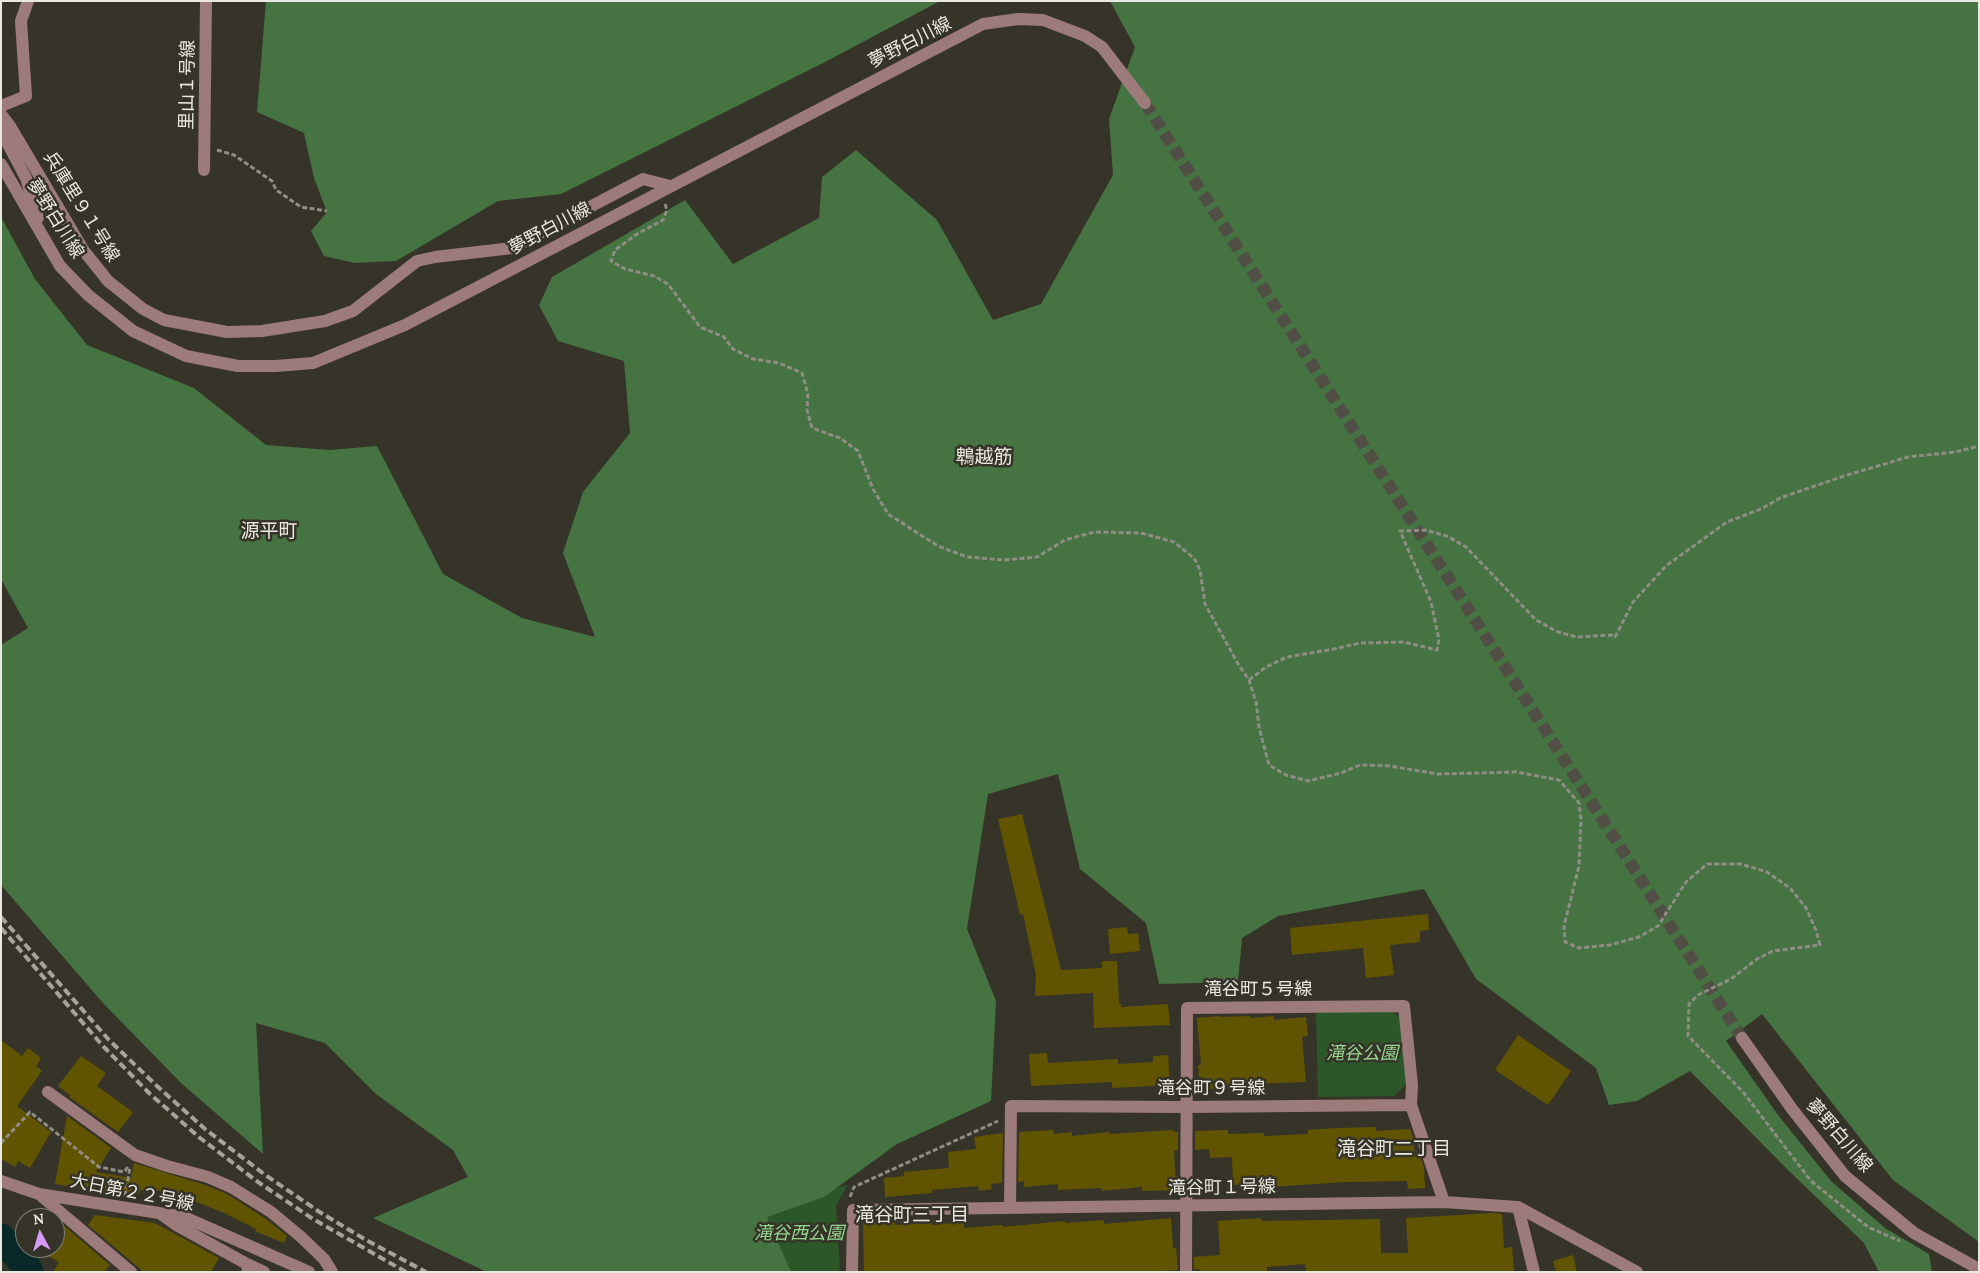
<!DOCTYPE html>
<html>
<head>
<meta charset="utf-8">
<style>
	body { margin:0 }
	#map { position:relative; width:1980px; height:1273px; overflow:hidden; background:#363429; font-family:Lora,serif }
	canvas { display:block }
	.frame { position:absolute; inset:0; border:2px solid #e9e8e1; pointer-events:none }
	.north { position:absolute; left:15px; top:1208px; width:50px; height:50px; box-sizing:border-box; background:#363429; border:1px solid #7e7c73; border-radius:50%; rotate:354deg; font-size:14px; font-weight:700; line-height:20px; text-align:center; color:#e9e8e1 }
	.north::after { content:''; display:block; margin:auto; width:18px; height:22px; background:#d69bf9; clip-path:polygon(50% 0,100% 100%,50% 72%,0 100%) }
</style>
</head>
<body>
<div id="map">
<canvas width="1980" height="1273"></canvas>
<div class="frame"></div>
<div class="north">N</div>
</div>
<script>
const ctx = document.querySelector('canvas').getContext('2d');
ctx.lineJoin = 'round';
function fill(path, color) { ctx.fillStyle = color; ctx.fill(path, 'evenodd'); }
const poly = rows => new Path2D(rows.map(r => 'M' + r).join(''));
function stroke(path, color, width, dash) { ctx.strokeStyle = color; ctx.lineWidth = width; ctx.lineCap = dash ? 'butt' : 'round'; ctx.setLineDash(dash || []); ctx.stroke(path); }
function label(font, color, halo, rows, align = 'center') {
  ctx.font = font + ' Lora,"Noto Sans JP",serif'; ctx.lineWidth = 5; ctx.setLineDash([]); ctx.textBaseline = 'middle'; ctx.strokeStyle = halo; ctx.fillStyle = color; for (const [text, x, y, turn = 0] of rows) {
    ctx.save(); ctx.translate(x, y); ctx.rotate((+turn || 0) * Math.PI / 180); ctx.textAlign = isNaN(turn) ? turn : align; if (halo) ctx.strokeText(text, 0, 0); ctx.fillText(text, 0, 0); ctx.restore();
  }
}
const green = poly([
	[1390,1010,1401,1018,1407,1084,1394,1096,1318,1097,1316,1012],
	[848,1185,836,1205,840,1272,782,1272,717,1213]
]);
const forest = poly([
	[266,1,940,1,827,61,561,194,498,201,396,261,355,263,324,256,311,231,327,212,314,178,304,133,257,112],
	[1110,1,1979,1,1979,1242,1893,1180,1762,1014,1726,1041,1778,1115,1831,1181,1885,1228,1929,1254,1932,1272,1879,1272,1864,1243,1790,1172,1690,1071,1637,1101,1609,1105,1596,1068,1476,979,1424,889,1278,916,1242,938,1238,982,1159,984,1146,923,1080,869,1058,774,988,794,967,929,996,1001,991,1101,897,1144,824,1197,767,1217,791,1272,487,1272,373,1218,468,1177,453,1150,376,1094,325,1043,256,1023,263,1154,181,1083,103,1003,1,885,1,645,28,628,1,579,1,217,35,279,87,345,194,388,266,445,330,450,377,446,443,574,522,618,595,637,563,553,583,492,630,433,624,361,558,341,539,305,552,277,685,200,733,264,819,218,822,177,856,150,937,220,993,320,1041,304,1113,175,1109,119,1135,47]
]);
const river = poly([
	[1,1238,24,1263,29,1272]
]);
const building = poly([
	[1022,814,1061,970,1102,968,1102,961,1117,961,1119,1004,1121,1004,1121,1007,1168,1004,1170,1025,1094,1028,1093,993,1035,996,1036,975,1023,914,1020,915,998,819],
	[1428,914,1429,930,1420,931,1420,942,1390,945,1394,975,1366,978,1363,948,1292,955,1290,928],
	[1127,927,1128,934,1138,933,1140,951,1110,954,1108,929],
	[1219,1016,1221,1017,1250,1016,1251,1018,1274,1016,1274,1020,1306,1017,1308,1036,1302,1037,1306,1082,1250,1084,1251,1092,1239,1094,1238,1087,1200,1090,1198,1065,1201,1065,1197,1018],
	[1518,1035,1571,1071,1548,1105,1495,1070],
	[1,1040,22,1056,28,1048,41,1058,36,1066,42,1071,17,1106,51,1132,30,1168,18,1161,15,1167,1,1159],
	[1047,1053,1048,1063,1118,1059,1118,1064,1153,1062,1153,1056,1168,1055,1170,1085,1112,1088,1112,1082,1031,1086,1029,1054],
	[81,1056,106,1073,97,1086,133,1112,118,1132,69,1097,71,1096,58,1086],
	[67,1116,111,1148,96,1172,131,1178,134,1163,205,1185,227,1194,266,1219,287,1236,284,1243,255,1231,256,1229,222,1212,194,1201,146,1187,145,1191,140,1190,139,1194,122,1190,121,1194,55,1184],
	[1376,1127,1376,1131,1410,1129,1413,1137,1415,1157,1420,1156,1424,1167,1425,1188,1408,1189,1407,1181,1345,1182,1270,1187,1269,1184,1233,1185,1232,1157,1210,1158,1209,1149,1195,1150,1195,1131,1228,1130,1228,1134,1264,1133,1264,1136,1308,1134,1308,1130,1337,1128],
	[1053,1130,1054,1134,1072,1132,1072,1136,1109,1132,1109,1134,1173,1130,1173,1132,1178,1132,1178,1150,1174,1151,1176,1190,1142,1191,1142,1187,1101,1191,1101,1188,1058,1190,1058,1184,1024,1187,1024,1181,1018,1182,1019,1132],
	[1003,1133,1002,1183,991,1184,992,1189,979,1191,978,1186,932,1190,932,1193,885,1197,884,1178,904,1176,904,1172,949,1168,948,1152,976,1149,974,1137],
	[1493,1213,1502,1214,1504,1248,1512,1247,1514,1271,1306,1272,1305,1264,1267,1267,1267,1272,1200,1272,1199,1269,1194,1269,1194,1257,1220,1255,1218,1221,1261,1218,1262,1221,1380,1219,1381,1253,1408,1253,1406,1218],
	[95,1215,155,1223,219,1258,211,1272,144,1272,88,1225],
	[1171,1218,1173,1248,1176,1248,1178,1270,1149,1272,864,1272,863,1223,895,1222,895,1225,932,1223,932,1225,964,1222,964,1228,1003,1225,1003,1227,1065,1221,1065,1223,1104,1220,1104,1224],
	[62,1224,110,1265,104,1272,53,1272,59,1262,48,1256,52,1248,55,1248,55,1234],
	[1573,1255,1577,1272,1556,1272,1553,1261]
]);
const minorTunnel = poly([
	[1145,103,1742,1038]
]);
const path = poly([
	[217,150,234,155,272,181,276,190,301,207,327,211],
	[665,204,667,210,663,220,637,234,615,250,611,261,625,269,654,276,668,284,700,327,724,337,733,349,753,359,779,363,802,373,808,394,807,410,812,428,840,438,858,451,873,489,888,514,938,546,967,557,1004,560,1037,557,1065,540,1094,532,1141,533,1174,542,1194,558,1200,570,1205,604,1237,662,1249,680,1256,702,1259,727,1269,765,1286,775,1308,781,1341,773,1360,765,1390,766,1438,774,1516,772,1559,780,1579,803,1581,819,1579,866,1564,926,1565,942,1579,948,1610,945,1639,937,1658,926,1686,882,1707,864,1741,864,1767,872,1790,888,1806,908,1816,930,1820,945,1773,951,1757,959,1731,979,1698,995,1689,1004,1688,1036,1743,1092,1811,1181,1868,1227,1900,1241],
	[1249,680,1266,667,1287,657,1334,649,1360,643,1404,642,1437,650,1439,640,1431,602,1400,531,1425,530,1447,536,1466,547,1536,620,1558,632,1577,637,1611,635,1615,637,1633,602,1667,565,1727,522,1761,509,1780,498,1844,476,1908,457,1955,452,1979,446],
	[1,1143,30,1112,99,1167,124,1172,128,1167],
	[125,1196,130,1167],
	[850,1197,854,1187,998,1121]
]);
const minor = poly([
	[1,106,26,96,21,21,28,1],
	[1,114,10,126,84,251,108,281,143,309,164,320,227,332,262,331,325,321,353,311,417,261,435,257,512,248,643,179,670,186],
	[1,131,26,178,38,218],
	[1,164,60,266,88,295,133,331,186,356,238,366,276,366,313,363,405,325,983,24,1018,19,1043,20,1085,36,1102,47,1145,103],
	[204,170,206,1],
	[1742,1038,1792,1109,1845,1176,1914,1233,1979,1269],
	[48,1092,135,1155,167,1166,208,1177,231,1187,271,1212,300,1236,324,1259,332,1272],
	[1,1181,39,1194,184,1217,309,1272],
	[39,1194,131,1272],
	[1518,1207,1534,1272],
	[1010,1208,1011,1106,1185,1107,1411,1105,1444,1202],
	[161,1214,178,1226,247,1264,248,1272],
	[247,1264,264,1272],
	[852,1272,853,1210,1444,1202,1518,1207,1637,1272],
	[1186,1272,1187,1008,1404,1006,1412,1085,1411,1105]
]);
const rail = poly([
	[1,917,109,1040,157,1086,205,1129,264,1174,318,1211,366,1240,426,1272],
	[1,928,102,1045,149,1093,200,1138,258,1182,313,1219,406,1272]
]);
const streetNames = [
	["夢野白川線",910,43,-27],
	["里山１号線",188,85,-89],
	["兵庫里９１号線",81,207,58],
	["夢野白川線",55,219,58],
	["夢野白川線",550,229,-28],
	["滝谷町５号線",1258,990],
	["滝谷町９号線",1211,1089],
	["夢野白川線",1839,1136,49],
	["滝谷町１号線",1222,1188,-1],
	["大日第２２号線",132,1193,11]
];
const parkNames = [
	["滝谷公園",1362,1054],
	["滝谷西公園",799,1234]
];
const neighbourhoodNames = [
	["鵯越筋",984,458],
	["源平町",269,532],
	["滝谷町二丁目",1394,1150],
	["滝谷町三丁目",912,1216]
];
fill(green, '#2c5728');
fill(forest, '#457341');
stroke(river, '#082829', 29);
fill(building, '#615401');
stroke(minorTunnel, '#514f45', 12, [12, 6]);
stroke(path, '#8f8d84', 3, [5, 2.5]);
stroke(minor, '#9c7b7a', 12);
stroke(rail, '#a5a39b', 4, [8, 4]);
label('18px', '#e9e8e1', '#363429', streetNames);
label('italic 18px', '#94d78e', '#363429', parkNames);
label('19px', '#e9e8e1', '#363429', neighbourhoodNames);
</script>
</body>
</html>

════════════════════

● Work instructions: Among the entries above, the lines between the ones containing "position:relative; width:1980px; height:1273px;" and "position:absolute; inset:0; border:2px", inclusive, are to be transcribed exactly. No other line is to be given.

● Output:
	#map { position:relative; width:1980px; height:1273px; overflow:hidden; background:#363429; font-family:Lora,serif }
	canvas { display:block }
	.frame { position:absolute; inset:0; border:2px solid #e9e8e1; pointer-events:none }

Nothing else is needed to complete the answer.